The EU is now no longer willing to accept lethargy on the part of the Greek government. European Commissioner for Economic and Monetary Affairs Joaquín Almunia called for significantly harsher cost-cutting measures, a "prudent wage policy in the public sector," and greater efforts with regard to structural reforms. Georgios Provopoulos, the governor of the Bank of Greece, the nation's central bank, warned his countrymen against "self-satisfaction" and spoke of a looming danger of national bankruptcy. And Greece has still to feel the full effects of the global recession.
"The negative factors you see here are all leftovers from the past," says one EU diplomat, adding that most of them are homegrown. Economic experts are anxiously waiting to see what's going to happen this summer. They fear there could be a decline in the tourism sector, one of the most important pillars of growth in the Greek economy, accounting for 17 percent of gross domestic product. The volume of tourist bookings from the United States is reported to have dropped by up to 50 percent. The number of British vacationers, some 3 million annually in the past, alongside 2.3 million Germans, is expected to shrink by up to 30 percent.
The situation of banks that invested in Eastern Europe and in the Balkans is uncertain. Greek financial institutions invested billions of euros in bank takeovers or in setting up their own branches in Romania, Bulgaria, and Serbia. Given that the value of the national currencies in some of those countries has fallen dramatically, what were originally seen as attractive investments in developing economies could well turn out to be huge losses.
That's what the crisis looks like in Greece. "Nobody wants to see it, but everybody is afraid of it," says Kalliope Amyg, a young political scientist. "The country is dancing on a volcano."
'We Don't Know What Tomorrow Will Bring'
In Greek, there is no direct translation for the verb "save" in a monetary sense. And that is precisely the way the Greeks live.
Greece continues to have a flourishing informal sector. "It helps to stabilize people's incomes and standard of living," observes one European businessman who works in Greece. "Families try to have as many separate sources of incomes as possible."
For 24 years, Popi Kalogeropoulou, 48, has worked as a graphic artist for publishing companies, most recently for the women's magazine Young. At the end of last year she was laid off. The magazine was forced to cut costs, which meant job cuts.
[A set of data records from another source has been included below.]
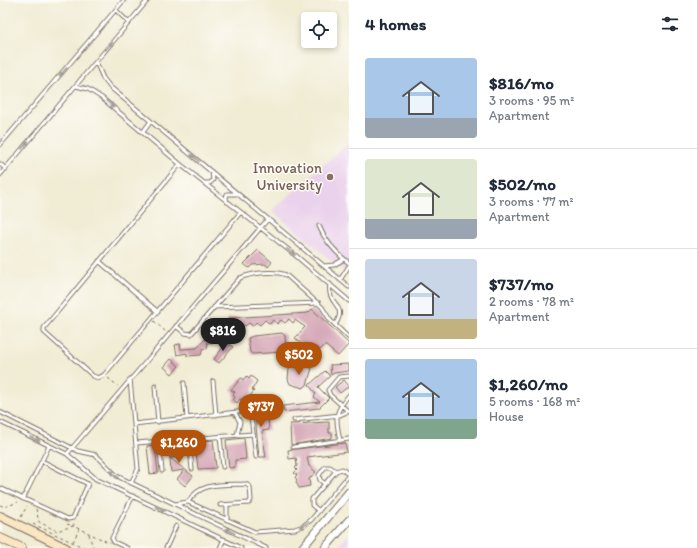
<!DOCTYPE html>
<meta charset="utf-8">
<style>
:root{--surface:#fff;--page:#f2f2f3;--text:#1f2937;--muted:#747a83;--line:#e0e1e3;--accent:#b45309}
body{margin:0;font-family:Itim,sans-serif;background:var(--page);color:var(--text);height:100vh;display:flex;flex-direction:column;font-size:15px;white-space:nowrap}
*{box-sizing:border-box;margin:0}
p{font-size:13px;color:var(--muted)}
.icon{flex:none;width:22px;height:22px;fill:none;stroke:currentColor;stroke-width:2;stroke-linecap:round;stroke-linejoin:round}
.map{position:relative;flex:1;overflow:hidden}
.side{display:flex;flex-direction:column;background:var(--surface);width:348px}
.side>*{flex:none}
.fabs{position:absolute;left:301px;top:12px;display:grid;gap:8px}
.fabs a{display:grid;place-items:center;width:36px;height:36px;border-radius:4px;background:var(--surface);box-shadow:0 2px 6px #0003;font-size:20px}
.price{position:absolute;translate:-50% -34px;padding:0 9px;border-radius:14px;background:var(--accent);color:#fff;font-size:13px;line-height:26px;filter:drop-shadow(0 1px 2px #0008)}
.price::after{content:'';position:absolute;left:50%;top:24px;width:12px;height:9px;margin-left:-6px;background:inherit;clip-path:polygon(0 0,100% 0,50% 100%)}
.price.selected{background:#222;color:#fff}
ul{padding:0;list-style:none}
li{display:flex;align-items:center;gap:12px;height:100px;padding:0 16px}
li+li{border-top:1px solid var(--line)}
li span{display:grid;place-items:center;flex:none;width:112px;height:80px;border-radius:4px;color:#555}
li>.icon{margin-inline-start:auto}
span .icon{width:48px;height:48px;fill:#fffc;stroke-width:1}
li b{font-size:17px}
h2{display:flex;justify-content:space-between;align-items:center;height:48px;padding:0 16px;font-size:17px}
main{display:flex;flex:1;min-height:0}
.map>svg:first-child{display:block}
.built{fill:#ead1ec}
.building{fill:#d19fb0}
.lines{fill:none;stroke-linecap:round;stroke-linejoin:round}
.service-casing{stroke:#7b6e5e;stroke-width:5}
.tertiary-casing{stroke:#7b6e5e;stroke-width:9}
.secondary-casing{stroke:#7b6e5e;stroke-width:10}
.path{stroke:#7b6e5e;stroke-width:1;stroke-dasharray:3 3;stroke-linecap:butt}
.service{stroke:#fff;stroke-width:3}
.tertiary{stroke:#fff;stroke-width:7}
.secondary{stroke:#fbe6c4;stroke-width:8}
.oneway{fill:#a79f9a}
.education-dot{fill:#8d6e63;stroke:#fdfcf7;stroke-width:1.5}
.labels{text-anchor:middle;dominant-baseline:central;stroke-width:3;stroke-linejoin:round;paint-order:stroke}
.education-label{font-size:15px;fill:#785e54;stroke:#fdfcf7;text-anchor:end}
</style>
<main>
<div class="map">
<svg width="349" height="548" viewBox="0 0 349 548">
<rect width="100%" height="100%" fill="#fdfcf7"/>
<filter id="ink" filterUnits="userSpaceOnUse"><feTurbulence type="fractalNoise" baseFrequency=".025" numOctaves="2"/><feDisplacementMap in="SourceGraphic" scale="8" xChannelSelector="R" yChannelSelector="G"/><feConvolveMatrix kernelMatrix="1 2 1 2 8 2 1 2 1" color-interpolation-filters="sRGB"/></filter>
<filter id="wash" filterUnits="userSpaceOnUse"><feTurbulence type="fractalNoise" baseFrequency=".012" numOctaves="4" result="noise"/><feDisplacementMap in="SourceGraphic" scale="16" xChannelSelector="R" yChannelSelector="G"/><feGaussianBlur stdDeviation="0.9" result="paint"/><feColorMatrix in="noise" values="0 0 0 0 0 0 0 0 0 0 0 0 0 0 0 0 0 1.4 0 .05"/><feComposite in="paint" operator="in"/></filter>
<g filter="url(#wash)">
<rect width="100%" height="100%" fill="#f1ecd4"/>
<path class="built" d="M349,142V275L272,211Z
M349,533V548H337Z"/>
<g id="blocks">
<path class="building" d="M258,250L272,262L268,267L265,264L252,265L249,268L244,264Z
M312,309L349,344L338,356L325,345L320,350L317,347L312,353L295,338L305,327L295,320L293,323L289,319L285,323L281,320L277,324L273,320L270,324L265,320L260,325L256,322L253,326L249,323L245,326L240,323L237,327L233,323L228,328L219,329L218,336H213L212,343L208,342L207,349L203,348L201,355L187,356V353L177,355L175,345L180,344L181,349L197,348L212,331H208L207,329L216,326L221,321L220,324L226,322L229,318L308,313Z
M282,333L285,336L286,349L283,352L252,354L250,352L248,338L253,336Z
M227,342L233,347L219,363L214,359Z
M171,359L179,366L172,374L164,367Z
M296,364L312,368L307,385L303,388L290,384L288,379L289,369Z
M330,364L331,365L349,364V371L334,373L331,375Z
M325,371L330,376L318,387L329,398L319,408L284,412L283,406L320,402L314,397L316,394L309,385Z
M246,376L249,379L251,376L257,381L252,390L254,391L246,401L240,399L237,403L233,400L235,397L233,395L235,392L231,390L241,378L244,380Z
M344,380L349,386L340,393L335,387Z
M260,403L261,410L267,409L269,430L262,431L266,457H259L254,404Z
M329,422V433H332V438L291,445L290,424Z
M244,438L246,459L235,460V467L229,468L226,440Z
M213,440L216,468L198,469L195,442Z
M345,443L347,452L307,457L309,466L316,472L309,479L310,486L299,488L296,482L297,480L295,477L297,475L294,473L297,470L295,468L297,466L296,458L289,459L288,450Z
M181,444L183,457L170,458L193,476L185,486L177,479L184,470L171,472L169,447Z
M155,445L158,473L150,474L147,446Z"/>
</g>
</g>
<g filter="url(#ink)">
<use href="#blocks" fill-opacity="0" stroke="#7b6e5e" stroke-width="1"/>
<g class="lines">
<g class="service-casing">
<path id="service" d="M116,10L129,23
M96,62L103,78L110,87L349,287
M76,86L88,89L102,98L180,164L295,255L349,301
M143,132L151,121
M0,145L124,0
M0,164L6,169
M180,164L44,328V332L93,376L98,378L104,375L240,213
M0,175L148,0
M204,183H210L213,180L212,172
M227,202L226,198L227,194H236
M319,226C325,241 336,253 349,263
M99,261L158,312
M324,266L334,265L344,259
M340,280L349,266
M330,284C326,306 349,304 335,325
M214,307L319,303
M176,326L185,333L191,334L240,278C251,273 275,270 286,275L322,307L330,320L349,338
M349,376L339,377L328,390L330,395L349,412
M130,379L138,469L131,483
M213,381L216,415
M184,383L187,418
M155,386L158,422
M0,412L78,451L96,455L117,476L266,548
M235,413L240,422L237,435
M294,420L340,415L349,411
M0,422L67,454L96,479L241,548
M134,424L246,411L251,417L256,457
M220,436L223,467
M189,439L192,469
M159,441L162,471
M340,441C336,418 333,414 349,395
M136,443L253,434
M293,447L349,439
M67,454L268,219
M325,484L320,480L319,475L325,467H330L336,471
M0,488L68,519L73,518L88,484L42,461
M23,499L49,446
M188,502C200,481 225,485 246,484L250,487L251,500L249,503L220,505
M175,504L188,502L255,532L295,529L303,526L311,520L349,475L342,469L336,471L312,499V505L319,511
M227,520V505
M127,548L114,542L112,538L133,496
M166,548L176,526
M220,548L224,539"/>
</g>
<g class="tertiary-casing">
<path id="tertiary" d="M302,548L349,492
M325,548L349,520"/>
</g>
<g class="secondary-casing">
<path id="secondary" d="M0,516L66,548
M0,538L22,548"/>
</g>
<path class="path" d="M154,321L165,331
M108,378L118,386
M0,505L5,507L18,502
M36,509L39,522L57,531L73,526L110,543
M21,517L27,506
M33,524L85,548
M67,524L73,526L75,522
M89,534L93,548
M73,542L79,529"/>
<use href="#service" class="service"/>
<use href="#tertiary" class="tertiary"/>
<use href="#secondary" class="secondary"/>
</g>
<defs><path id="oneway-solid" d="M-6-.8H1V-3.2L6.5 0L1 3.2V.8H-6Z"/></defs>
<g class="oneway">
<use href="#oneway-solid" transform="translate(109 46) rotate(-50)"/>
<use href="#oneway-solid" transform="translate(63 72) rotate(131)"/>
<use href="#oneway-solid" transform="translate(110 104) rotate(41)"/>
<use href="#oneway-solid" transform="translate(25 145) rotate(-50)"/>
<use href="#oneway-solid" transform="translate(195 158) rotate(-140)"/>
<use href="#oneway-solid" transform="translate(291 252) rotate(38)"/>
<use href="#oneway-solid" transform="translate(35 439) rotate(26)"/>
<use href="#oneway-solid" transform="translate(114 474) rotate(-142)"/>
<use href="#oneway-solid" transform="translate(160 509) rotate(25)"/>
<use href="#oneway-solid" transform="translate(304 525) rotate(149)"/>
<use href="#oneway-solid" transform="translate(230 531) rotate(-154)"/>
</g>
</g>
<circle class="education-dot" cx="330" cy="177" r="4"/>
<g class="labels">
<g class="education-label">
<text x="322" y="168">Innovation<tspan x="322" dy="17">University</tspan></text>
</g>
</g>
</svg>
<div class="fabs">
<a><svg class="icon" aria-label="locate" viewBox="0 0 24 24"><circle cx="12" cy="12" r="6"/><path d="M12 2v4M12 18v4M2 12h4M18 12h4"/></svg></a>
</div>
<b class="price selected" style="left:223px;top:352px">$816</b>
<b class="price" style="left:299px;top:376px">$502</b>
<b class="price" style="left:261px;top:428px">$737</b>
<b class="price" style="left:179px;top:464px">$1,260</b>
</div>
<section class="side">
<h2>4 homes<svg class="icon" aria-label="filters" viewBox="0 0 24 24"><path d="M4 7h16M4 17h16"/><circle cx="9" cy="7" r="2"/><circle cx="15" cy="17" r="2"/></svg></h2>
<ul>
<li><span style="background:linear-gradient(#a9c7e8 75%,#9aa5b1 0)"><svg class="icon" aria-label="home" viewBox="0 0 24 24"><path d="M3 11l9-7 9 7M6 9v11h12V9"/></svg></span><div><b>$816/mo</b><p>3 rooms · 95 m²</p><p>Apartment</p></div></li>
<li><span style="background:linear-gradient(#dfe7d0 75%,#9aa5b1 0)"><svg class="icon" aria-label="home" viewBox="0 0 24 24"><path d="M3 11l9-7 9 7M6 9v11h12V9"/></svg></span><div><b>$502/mo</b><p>3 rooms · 77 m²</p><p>Apartment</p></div></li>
<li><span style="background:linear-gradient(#c9d6e8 75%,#c2b280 0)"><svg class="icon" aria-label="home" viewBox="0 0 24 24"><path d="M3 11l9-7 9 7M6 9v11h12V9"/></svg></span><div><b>$737/mo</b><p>2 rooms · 78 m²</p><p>Apartment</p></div></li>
<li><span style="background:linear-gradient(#a9c7e8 75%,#7fa58c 0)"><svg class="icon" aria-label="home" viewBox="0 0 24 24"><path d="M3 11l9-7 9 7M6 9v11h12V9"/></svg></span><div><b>$1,260/mo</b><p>5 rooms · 168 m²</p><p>House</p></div></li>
</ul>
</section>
</main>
Fortunately it didn't take her long to find a new job. Since mid-January, she has been doing the layout for a weekly newspaper. The pay she was offered isn't bad, more than €2,000 a month, which is a bit more than what she was getting in her last job.
The only thing is, she wasn't given a contract -- she is being forced to work under the table. "I'm being made to do something I don't want to do," she says. She was paid for the first time eight weeks and one day after she started. But she only received €1,000 -- in cash, naturally. "Companies are simply taking advantage of the crisis," she says.
Nobody believes that Greece will be able to cope with the crisis, if and when its hits the country with full force, using just its old inefficient habits. "We don't know what tomorrow will bring," says the entrepreneur Dionisis Sargentis.
Sargentis only knows what will happen if the Greek government continues to be unable to pay its bills and the companies in his sector are unable to sell their goods. "This will spell the end of the health care system in our country." Among other things.